Котельная, в которой я работаю вот уже 20 лет, находится у перелеска.

Занятно было первое время наблюдать, как из оврага крадется по-пластунски лиса к нашей помойке, как изо всех сил огрызается наш Дружок на цепи на непрошенную гостью, видеть прыгающих по деревьям белок. Лоси на участке, который мы рядом с котельной вскопали, браконьерили капусту…

Вокруг котельной, обнесенной железным забором, успевшим проржаветь после ее строительства, валялись битые кирпичи, стекла, слежавшийся цемент и прочий хлам.

В один из субботников мы этот хлам коллективно убрали. Покрасили забор. Кое-где посадили цветы. Я прикрепил к макушке высоченной березы скворечник. Оставалось много пустующей земли. «Вот бы, – подумал я, – посеять траву, многолетние цветы и, конечно, – деревца. Ведь работать-то собираюсь не год и не два».

Моя старшая сестра поделилась семенами декоративных маков, гвоздик, лилий. Получились чудесные клумбы. Обратился к специалистам растениеводства, и они не отказали – дали семена многолетних трав.

Помню, в праздничные первомайские дни 1980 года вокруг котельной высадил шестьдесят саженцев, а 9 мая – еще. Рябина, береза, сирень, акация, черемуха, вишня… Каждое деревце бережно выкапывал и переносил прямо с землей из перелеска, поливал. Боялся, не приживутся слабые деревца – в одну ямку прикапывал по два саженца. Но напрасно. Сейчас с болью смотрю на черемуху и акацию, растущие из одной лунки. Даже дикие цветы переселял из перелеска – с корнями и землей. Но поскольку они влаголюбивые, то сразу не зацвели, дождались, когда деревца подросли, начали давать тень. А я-то как ждал этого цветения! Радовался колокольчикам да ромашкам и другим диким цветам. Но были и переживания. Ведь котельная есть котельная. Там траншею разрывают, чтобы сменить трубу, тут кислоту выливают после промывки котлов. Думал, загубят мой зеленый уголок. Не дождусь, когда окрепнут цветы, а деревья станут большими. И все-таки дождался! Более половины посадок сохранились.

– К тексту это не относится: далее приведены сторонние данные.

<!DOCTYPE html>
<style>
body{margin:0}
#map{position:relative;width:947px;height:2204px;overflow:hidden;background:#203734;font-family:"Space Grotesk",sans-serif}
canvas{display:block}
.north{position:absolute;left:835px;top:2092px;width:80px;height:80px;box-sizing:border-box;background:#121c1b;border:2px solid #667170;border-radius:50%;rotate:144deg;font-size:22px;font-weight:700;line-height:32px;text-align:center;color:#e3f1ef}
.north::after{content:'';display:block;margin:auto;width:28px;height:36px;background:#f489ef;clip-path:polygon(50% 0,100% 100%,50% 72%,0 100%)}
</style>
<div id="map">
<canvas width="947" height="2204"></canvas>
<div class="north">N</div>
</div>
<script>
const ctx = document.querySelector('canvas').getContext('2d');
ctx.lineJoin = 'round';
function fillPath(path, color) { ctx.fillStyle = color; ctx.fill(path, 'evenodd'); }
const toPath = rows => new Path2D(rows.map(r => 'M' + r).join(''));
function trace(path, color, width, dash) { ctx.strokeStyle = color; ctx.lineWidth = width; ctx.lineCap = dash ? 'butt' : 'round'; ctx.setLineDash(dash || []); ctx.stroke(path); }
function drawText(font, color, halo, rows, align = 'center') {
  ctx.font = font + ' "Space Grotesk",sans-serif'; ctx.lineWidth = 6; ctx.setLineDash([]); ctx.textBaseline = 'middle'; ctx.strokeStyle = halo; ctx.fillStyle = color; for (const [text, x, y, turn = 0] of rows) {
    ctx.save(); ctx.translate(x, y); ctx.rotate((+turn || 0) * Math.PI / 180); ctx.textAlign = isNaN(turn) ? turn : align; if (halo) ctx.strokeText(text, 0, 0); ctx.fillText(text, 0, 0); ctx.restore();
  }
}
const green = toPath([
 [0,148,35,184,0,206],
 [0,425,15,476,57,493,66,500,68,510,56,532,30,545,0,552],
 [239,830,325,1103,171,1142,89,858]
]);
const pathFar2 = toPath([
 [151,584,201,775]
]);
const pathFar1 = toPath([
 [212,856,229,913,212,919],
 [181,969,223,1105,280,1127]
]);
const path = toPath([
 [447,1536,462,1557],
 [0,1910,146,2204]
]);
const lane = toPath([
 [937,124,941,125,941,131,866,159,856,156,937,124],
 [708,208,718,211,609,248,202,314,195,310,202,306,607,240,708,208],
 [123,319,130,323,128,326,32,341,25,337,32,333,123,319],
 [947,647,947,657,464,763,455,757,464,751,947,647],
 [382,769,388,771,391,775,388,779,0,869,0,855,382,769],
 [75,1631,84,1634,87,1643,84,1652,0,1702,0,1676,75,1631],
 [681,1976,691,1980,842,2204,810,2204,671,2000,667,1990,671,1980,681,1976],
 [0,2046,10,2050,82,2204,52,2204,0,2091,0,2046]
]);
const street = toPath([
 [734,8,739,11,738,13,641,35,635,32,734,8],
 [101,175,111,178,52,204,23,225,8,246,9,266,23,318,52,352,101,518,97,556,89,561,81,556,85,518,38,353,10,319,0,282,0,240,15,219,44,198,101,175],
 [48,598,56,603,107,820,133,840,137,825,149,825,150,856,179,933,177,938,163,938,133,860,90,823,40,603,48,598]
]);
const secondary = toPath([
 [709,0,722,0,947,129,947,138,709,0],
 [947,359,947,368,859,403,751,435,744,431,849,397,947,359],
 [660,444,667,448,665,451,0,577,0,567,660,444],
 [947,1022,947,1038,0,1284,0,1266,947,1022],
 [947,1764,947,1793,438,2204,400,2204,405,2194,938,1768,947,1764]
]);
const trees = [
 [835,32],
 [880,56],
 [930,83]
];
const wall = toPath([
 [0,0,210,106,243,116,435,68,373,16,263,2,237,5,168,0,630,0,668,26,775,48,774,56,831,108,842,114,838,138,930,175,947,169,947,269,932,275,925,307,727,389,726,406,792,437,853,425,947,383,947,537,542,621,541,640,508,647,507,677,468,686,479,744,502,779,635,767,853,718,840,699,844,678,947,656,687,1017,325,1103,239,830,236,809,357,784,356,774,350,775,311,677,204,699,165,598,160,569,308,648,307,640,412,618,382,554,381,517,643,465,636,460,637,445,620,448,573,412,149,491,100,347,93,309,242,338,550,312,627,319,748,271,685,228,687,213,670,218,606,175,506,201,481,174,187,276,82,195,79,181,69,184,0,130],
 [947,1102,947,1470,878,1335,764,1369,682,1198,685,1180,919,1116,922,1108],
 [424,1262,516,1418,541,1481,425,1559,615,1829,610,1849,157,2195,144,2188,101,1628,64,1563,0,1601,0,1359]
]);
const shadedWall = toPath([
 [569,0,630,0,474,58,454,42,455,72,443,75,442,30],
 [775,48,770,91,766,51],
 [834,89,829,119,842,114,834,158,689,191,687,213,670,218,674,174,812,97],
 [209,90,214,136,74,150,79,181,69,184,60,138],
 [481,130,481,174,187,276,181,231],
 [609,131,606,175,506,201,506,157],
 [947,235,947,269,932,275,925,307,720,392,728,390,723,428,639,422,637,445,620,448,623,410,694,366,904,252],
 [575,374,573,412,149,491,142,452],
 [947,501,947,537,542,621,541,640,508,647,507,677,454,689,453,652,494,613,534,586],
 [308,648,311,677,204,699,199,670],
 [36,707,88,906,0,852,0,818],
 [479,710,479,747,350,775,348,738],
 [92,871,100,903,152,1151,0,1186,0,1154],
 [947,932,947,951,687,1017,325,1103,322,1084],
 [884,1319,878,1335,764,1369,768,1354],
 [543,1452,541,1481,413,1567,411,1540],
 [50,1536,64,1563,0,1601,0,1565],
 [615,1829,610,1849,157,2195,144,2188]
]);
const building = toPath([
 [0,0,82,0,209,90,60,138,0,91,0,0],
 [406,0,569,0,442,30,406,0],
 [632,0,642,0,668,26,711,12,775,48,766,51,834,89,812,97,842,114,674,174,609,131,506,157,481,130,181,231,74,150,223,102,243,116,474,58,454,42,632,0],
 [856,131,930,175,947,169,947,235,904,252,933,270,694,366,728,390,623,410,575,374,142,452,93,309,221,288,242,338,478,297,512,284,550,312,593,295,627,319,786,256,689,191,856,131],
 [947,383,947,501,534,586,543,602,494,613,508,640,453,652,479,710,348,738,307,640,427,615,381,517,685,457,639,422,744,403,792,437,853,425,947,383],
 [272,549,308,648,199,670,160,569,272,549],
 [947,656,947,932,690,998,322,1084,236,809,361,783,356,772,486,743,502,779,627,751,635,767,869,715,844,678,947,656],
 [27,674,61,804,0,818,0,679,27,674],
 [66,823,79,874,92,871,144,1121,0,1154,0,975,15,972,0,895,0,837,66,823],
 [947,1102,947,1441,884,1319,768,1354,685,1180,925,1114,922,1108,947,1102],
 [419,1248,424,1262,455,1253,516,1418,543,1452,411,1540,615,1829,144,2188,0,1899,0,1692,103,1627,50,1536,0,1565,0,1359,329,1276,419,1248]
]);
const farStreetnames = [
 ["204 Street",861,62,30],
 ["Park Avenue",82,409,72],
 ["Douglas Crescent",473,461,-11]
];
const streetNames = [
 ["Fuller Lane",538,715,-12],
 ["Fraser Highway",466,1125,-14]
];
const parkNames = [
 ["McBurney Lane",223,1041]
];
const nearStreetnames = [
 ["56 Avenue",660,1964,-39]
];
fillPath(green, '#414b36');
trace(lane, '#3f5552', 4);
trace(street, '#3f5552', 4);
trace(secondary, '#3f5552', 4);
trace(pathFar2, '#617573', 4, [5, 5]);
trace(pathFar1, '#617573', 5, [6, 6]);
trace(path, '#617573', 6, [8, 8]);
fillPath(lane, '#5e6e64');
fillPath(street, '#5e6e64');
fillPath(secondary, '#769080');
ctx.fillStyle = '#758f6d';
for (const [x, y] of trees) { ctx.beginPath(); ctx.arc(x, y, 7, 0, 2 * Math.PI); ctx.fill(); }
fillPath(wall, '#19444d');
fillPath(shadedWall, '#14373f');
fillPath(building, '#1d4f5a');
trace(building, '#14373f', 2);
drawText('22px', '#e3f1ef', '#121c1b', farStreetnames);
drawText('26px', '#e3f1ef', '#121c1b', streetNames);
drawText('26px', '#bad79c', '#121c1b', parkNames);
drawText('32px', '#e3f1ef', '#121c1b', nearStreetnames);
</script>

Однажды утром в начале июня в котельную высокое начальство пожаловало: наш новый директор знакомился со своими подразделениями, а у нас у котельной кругом зелено, цветет сирень. Глаз радуется. Распустились нежным цветом большие шапки алых маков, благоухают нарциссы. И все это в капельках росы сияет на солнце, дышит.

И тут директор спросил: «Так у вас в штате проведен садовник?» И, помню, очень удивился, что эту красоту вырастили и сохранили сами операторы газовой котельной. Не за деньги, а так, ради интереса.

Недавней весной иду на смену, а в нашем саду поет взахлеб соловей, рядом зарянка подпевает.

Другой раз мы с женой наблюдали здесь солнечным утром за двумя иволгами. Это птицы божественной красоты. Всегда осторожные и скрытные, редко показываются на глаза. На них любоваться – не налюбуешься. А голос!.. Как будто кто-то играет на флейте. Мы замерли как завороженные и долго-долго вспоминали потом эту песню.

Синицы

При наступлении холодов синицы к нам в котельную залетают через вентиляционные отверстия (дефлекторы). Быстро осваиваются.

В котельной всегда чисто, но это их не устраивает. Не обращая внимания на сильный шум работающих котлов и насосов, они начинают бесцеремонно «хозяйничать». Смотришь, как из пазов и расщелин во все стороны летят пакля, пыль, цементные крошки от штукатурки, паутина. Это они достают мух, спрятавшихся на зиму спать. Когда синицы разделаются со своим «деликатесом», приходится их подкармливать подсолнечными семечками и хлебными крошками. Семечки они берут прямо из рук.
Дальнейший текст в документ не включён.